Folgen der Klimaveränderung dämpfen
Ein neues Faktenpapier des Deutschen Wetterdienstes belegt, dass die gegenwärtige globale Erwärmung in Deutschland sogar stärker wirkt als im globalen Mittel. Während die globale Temperatur im linearen Trend um etwa 1,1 Grad über der Zeit von 1881 bis 1910 liegt, sind es in Deutschland fast 1,6 Grad. Das Faktenpapier zeigt zudem, dass die Menge der Niederschläge beim Ahr-Hochwasser im Juli mit hoher Wahrscheinlichkeit ohne Klimawandel deutlich geringer ausgefallen wäre. Ebenso sieht es eine Zunahme von Hitzewellen und Dürren. „Aber wir haben noch eine Chance, die drohenden Folgen der Klimaveränderung zumindest zu dämpfen“, sagte Tobias Fuchs vom Deutschen Wetterdienst.

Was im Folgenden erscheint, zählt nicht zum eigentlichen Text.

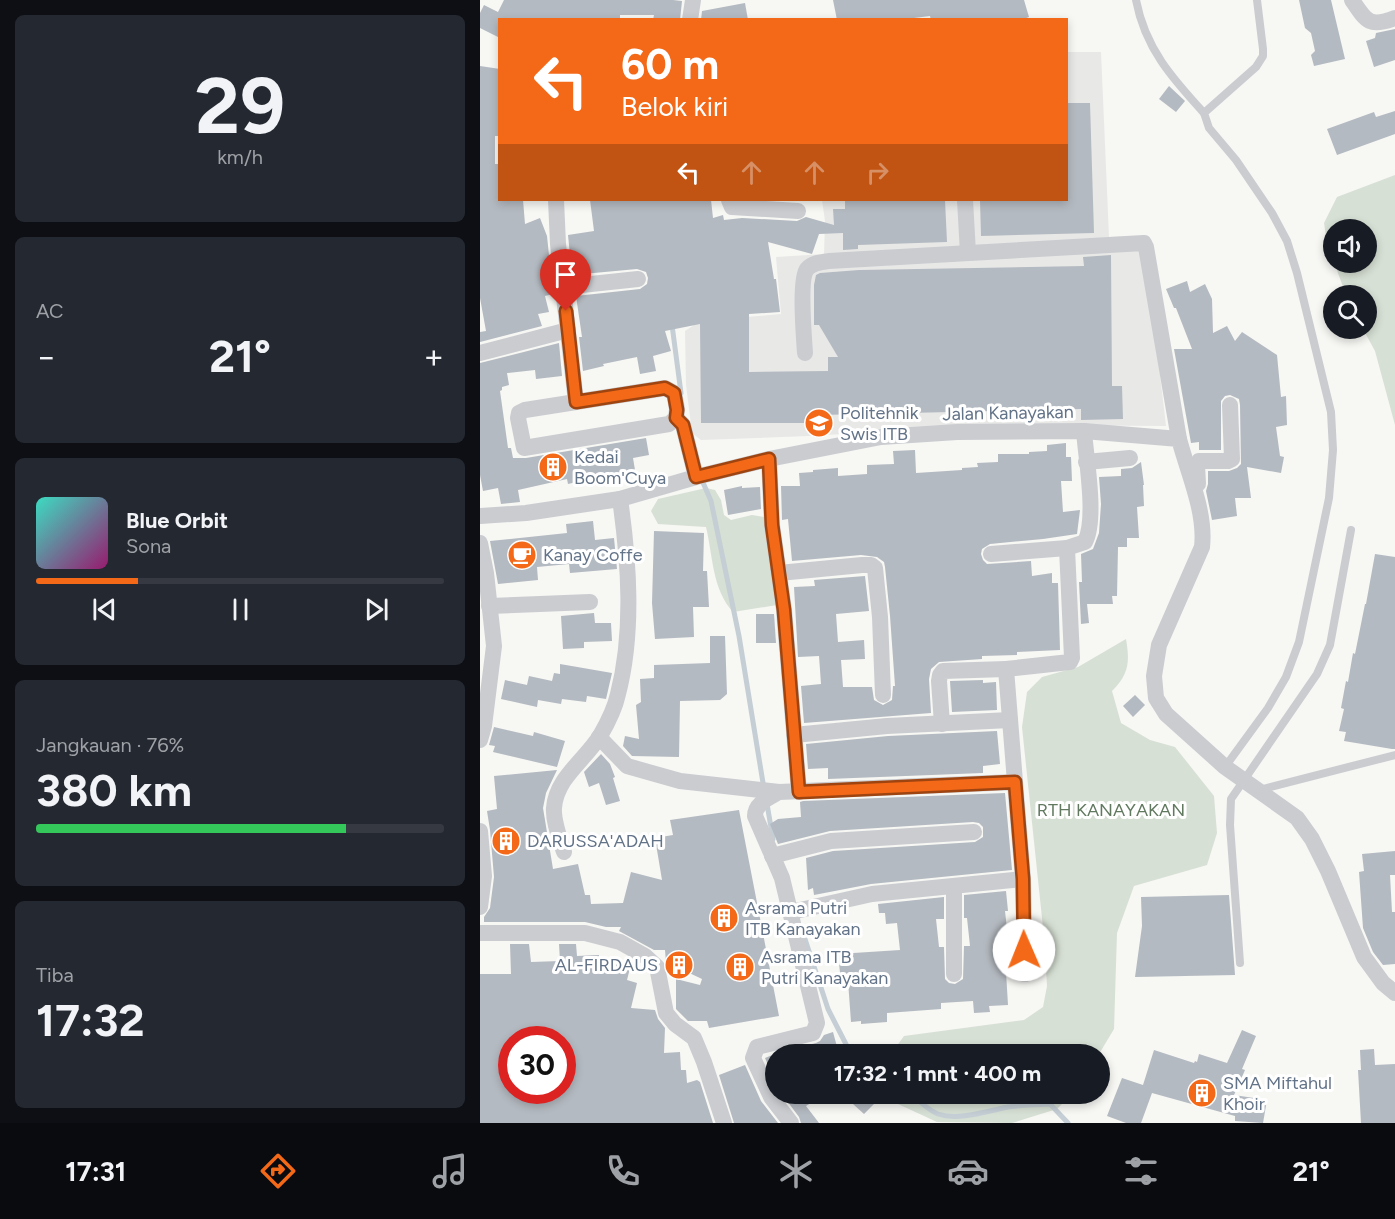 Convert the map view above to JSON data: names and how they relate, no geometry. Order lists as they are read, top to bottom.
{
  "streets": {
    "street": ["Jalan Kanayakan"]
  },
  "parks": ["RTH KANAYAKAN"],
  "places": {
    "school or university": ["Politehnik Swis ITB"],
    "building": [
      "Kedai Boom'Cuya",
      "DARUSSA'ADAH",
      "Asrama Putri ITB Kanayakan",
      "AL-FIRDAUS",
      "Asrama ITB Putri Kanayakan",
      "SMA Miftahul Khoir"
    ],
    "cafe": ["Kanay Coffe"]
  },
  "page": {
    "tile": [
      ["29", "km/h"],
      "AC",
      ["Jangkauan · 76%", "380 km"],
      ["Tiba", "17:32"]
    ],
    "turn": ["60 m", "Belok kiri"],
    "heat": ["−", "21°", "+"],
    "song": ["Blue Orbit", "Sona"],
    "limit": "30",
    "trip": "17:32 · 1 mnt · 400 m",
    "tabs": ["17:31", "21°"]
  }
}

Allein die rasche Reduktion von kurzlebigen, klimawirksamen Stoffen wie Methan und Ruß könne bis zum Ende des Jahrhunderts eine Erwärmung um 0,8 Grad verhindern, sagte die Vorstandsvorsitzende des Deutschen Klimakonsortium (DKK), Astrid Kiendler-Scharr. „Das würde entscheidend zur Umsetzung des Pariser Klimaabkommens beitragen und sich zudem positiv auf die Luftqualität auswirken.“ Natürlich sei aber auch eine deutliche Reduzierung des CO2-Ausstoßes notwendig.

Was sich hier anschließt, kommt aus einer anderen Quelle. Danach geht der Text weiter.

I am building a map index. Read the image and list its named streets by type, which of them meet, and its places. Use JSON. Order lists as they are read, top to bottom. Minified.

Entwicklungen im Klimasystem angehen
Die Experten sind sich einig, dass der Mensch Treiber des Klimawandels ist. Klimawandel habe es zwar immer schon gegeben, aber nicht so schnell, sagte der Meteorologe und Fernsehmoderator Sven Plöger. „Wir erleben in 30 Jahren Veränderungen, für die die Natur allein 100 Jahre bräuchte“, so Plöger. Er plädiert allerdings dafür, die Berichterstattung über den Klimawandel positiver zu gestalten. „Die Klimakommunikation muss unsere Chancen voranstellen und nicht die Angst vor einer Apokalypse befeuern.“ Die Menschen würden sonst den Mut verlieren und glauben, nichts erreichen zu können, so Plöger.
Die zu erwartenden Entwicklungen im Klimasystem seien für die Menschheit beherrschbar, müssten nun aber dringend angegangen werden, sagte Frank Böttcher von der Deutschen Meteorologischen Gesellschaft. Er sieht bei vielen Unternehmen bereits eine größere klima- und umweltfreundlichere Entwicklung als in der Politik. „Die neue Bundesregierung wird hier nicht nur aufholen müssen. Sie muss den Unternehmen, die den Transformationsprozess vorantreiben, auch die noch vorhandenen Wettbewerbsnachteile nehmen“, so Böttcher.